Desde mi balcón veo la cola de gente que da la vuelta a la esquina del Mercadona. Apenas pasan unos minutos de las nueve de la mañana y ya son decenas los vecinos que acuden en procesión sabatina a proveerse de productos de primera necesidad. ¿Seguro que son de necesidad? ¿Y de primera? Me pregunto que, si no somos capaces de soportar dos días de cierre de los comercios, cómo vamos a estar preparados para los cambios que se nos avecinan.

«Cuando volvamos a la normalidad», dicen algunos, pero ¿cómo podemos estar creyendo que la normalidad era algo normal, sino extraordinario? ¿Algo depredador? Maldita normalidad que nos ha traído hasta aquí. Hoy no hay prensa en papel y se echa de menos. Están las ediciones digitales, pero no son lo mismo. Un crucigrama virtual no aporta el placer experimentado al cruzar letras, significados, lógicas y soluciones. Como un Vía Crucis como el de anoche no sabe igual que cuando se recorre en silencio, en la oscuridad de un templo o en la fría madrugada, con la letanía como música celestial que te transporta a otra dimensión.

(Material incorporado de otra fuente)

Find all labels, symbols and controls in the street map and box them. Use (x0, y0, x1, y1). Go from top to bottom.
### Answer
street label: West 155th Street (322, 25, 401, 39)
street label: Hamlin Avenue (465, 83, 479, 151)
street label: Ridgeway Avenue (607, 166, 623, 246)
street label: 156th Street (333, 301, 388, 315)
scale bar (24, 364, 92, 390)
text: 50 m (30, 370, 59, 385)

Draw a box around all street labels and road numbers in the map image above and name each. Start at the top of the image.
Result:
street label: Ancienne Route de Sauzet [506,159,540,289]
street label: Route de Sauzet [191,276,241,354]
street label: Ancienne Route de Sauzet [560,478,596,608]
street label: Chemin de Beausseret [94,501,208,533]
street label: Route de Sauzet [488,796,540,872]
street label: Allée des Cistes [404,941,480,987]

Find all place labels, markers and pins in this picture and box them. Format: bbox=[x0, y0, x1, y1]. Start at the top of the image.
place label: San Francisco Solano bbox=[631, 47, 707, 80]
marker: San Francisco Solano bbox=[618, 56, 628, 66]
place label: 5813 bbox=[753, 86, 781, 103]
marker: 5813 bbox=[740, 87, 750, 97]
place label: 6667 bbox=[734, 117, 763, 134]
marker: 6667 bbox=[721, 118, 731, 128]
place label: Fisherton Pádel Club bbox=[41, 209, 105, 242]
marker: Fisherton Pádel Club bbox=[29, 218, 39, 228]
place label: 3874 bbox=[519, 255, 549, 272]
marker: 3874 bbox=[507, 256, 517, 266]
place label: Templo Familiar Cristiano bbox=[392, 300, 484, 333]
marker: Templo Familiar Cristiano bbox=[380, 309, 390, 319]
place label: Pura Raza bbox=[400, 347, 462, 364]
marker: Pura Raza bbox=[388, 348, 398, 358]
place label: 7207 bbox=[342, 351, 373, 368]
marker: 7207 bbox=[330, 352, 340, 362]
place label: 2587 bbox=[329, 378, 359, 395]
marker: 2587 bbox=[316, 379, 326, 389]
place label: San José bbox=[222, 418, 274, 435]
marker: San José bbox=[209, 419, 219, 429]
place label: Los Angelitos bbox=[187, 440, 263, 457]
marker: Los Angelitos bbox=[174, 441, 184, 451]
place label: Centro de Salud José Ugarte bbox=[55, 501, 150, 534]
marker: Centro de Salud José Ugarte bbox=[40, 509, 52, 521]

El Viernes Santo no había cine en la Yecla de mi infancia. Había muerto el Señor y todo era tristeza y desolación. Este sábado de Gloria no sabe igual. Ni esta noche la vigilia se presenta como otras, celebrativa y vindicativa, culminada con unas toñas con chocolate caliente, en la madrugada resucitadora en la que la vida vence a la muerte. Paradojas del destino, en la amanecida hay muchas muertes que no han podido ser vencidas por la vida. Más bien la muerte se ha incorporado como un elemento más de la existencia y comparte espacios, recuerdos, vivencias, esperanzas y luchas. Aunque en estos días se nos impida incluso estrechar lazos, abrazos y besos en el momento de las despedidas. Como la del padre de nuestro amigo Juan Carlos. Como la de todos los padres y madres, abuelos y abuelas, que se van en pleno estado de alarma.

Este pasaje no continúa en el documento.